It's April 2000 and I have spent the last five months in Tokyo, Japan. At this point I am quite homesick and the loneliness is starting to overpower my giddiness. I'm on the phone with my friend Anne and I tell her how awesome it would be if she'd visit me. Ultracool as Anne is, within days, she's booked a trip and is coming to see me from London.


On the way over she must have read the travel guides, cause Anne decides we need to take a trip to what ends up being my favorite neighborhood in Tokyo, Asakusa. The entrance to the main temple starts out with a bazaar-like street where millions of Japanese knick-knacks are sold at low prices. Right outside the temple is a burning incense-like substance where you're supposed to pickup the ashes and rub them in an area where you have pain. Ta, da! You're healed.


We walk into the temple where we say a little prayer and throw a bunch of change into the designated area.
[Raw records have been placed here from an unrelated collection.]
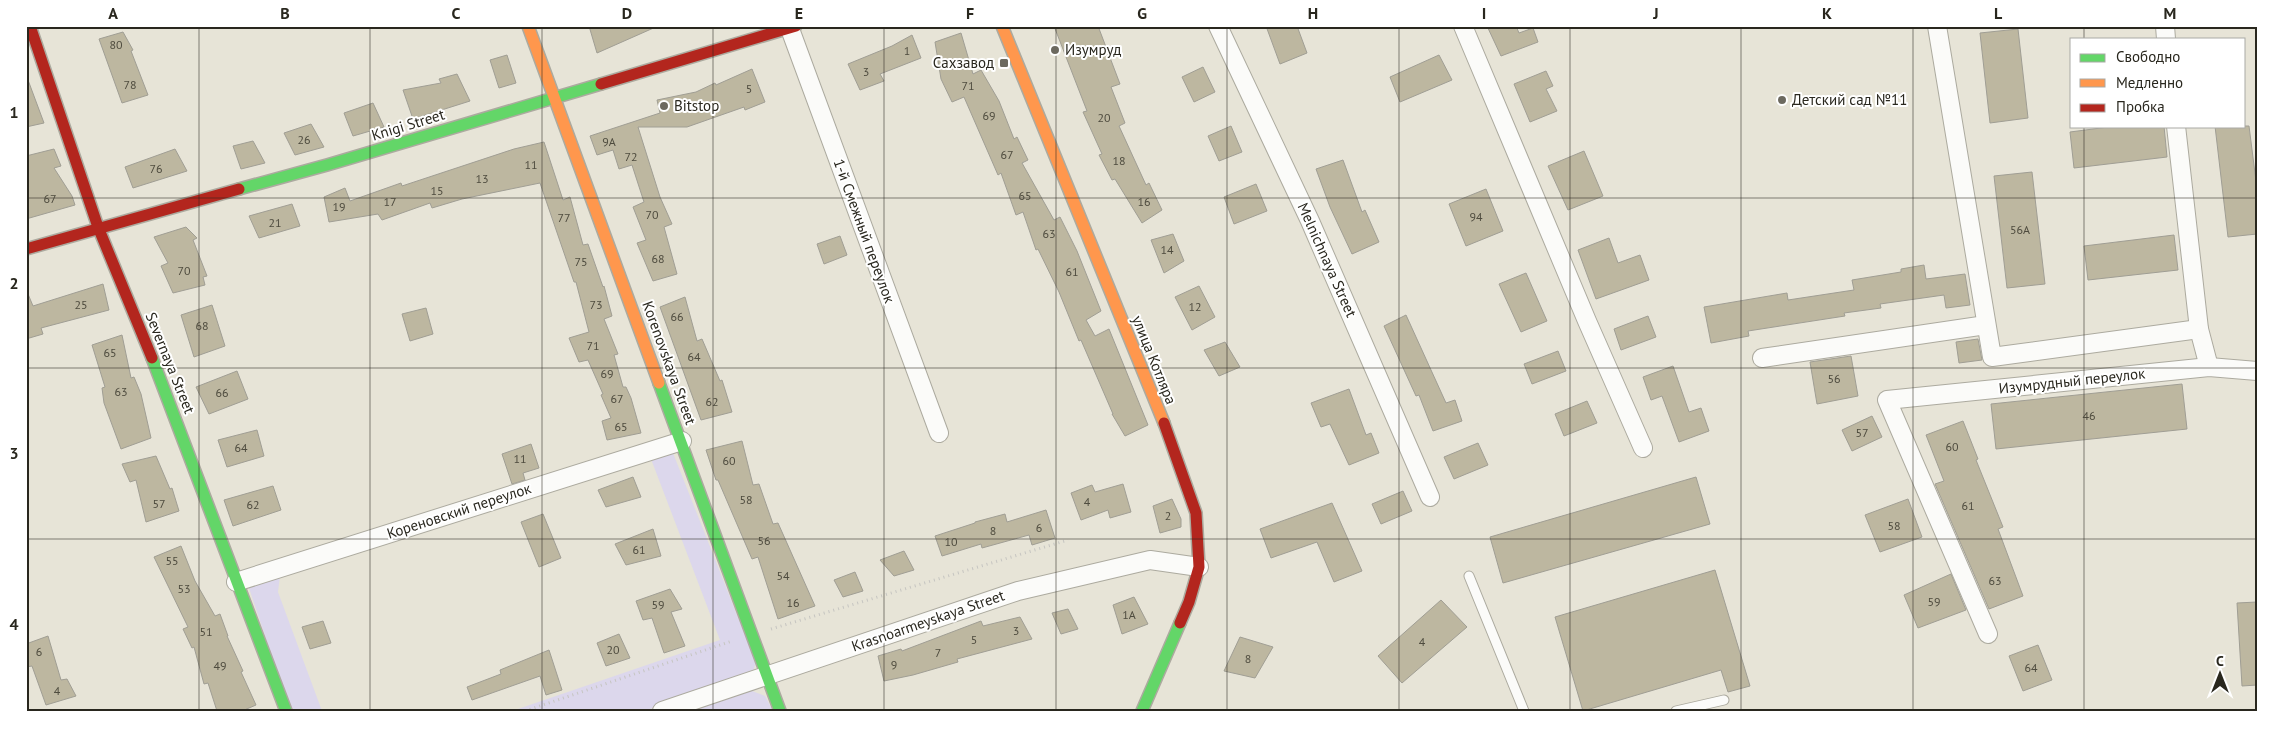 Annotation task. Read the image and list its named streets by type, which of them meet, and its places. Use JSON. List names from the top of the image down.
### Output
{
  "streets": {
    "street": [
      "Knigi Street",
      "1-й Смежный переулок",
      "Melnichnaya Street",
      "улица Котляра",
      "Severnaya Street",
      "Korenovskaya Street",
      "Изумрудный переулок",
      "Кореновский переулок",
      "Krasnoarmeyskaya Street"
    ]
  },
  "crossings": [
    ["Knigi Street", "1-й Смежный переулок"],
    ["Knigi Street", "Severnaya Street"],
    ["Knigi Street", "Korenovskaya Street"],
    ["улица Котляра", "Krasnoarmeyskaya Street"],
    ["Severnaya Street", "Кореновский переулок"],
    ["Korenovskaya Street", "Кореновский переулок"],
    ["Korenovskaya Street", "Krasnoarmeyskaya Street"]
  ],
  "places": {
    "other": ["Изумруд", "Детский сад №11", "Bitstop"],
    "transit": ["Сахзавод"]
  },
  "house_numbers": [
    "80",
    "1",
    "3",
    "78",
    "71",
    "5",
    "69",
    "20",
    "26",
    "9А",
    "67",
    "72",
    "18",
    "11",
    "76",
    "13",
    "15",
    "65",
    "67",
    "17",
    "16",
    "19",
    "70",
    "94",
    "77",
    "21",
    "56А",
    "63",
    "14",
    "68",
    "75",
    "70",
    "61",
    "25",
    "73",
    "12",
    "66",
    "68",
    "71",
    "65",
    "64",
    "69",
    "56",
    "63",
    "66",
    "67",
    "62",
    "46",
    "65",
    "57",
    "60",
    "64",
    "11",
    "60",
    "58",
    "4",
    "57",
    "62",
    "61",
    "2",
    "58",
    "6",
    "8",
    "56",
    "10",
    "61",
    "55",
    "54",
    "63",
    "53",
    "59",
    "16",
    "59",
    "1А",
    "3",
    "51",
    "5",
    "4",
    "20",
    "6",
    "7",
    "8",
    "9",
    "49",
    "64",
    "4"
  ],
  "legend": ["Свободно", "Медленно", "Пробка"],
  "north": "top",
  "grid": {
    "columns": [
      "A",
      "B",
      "C",
      "D",
      "E",
      "F",
      "G",
      "H",
      "I",
      "J",
      "K",
      "L",
      "M"
    ],
    "rows": [
      "1",
      "2",
      "3",
      "4"
    ]
  }
} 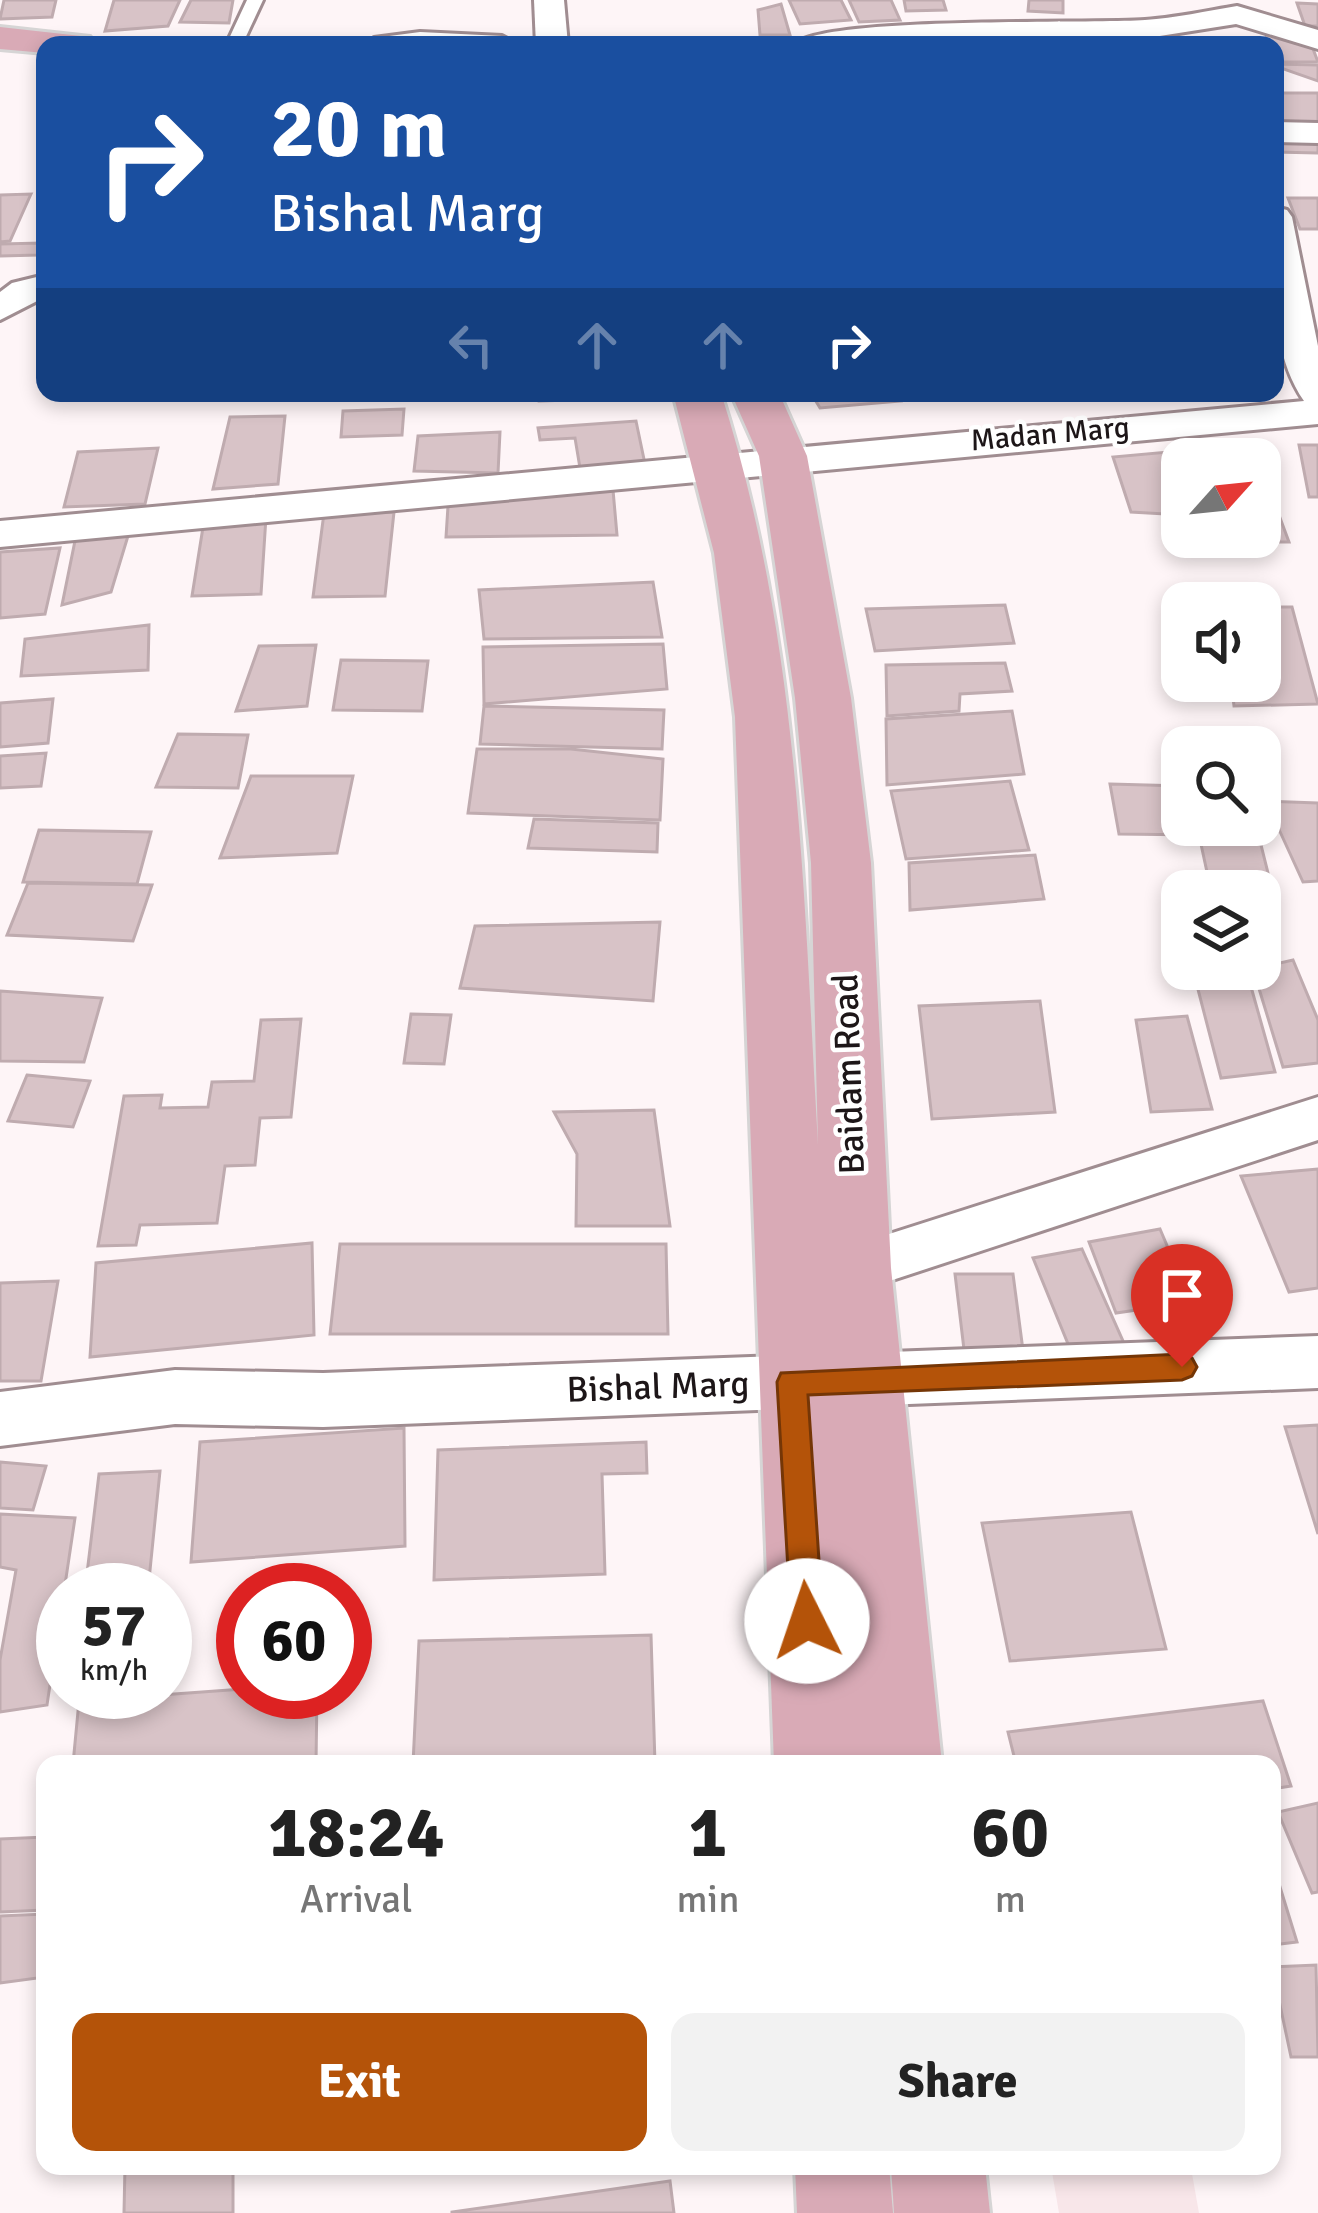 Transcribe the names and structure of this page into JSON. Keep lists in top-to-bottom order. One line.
{"streets":{"main road":["Baidam Road"],"street":["Madan Marg","Bishal Marg"]},"crossings":[["Madan Marg","Baidam Road"],["Baidam Road","Bishal Marg"]],"north":"top right","page":{"turn":["20 m","Bishal Marg"],"speed":"57 km/h","limit":"60","eta":["18:24","Arrival","1","min","60","m"],"buttons":["Exit","Share"]}}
Next to the praying section is a glass-covered structure for candle lighting. We both light one. As we turn around to leave, we notice the people shaking a metal box out of which they pull a chopstick-like stick and then open tiny drawers. As we watch closely, we realize that the sticks indicate which numbered drawer to open. With my already acquired Japanese skills, we both manage to pick a stick and open the appropriate drawer which is holding a small paper with fortune-telling ability. All I can tell you about mine is that I tried it twice and both times, the news wasn't good.


As we turn around to walk out of the main area, we are blocked by a man pulling two people in a small carriage. He stops in the intersection of a four-way street and starts loudly spewing out some Japanese. I would like to say my language skills were so strong that I knew what he yelled, but I stood just as clueless as Anne who was spending her very first day in Japan.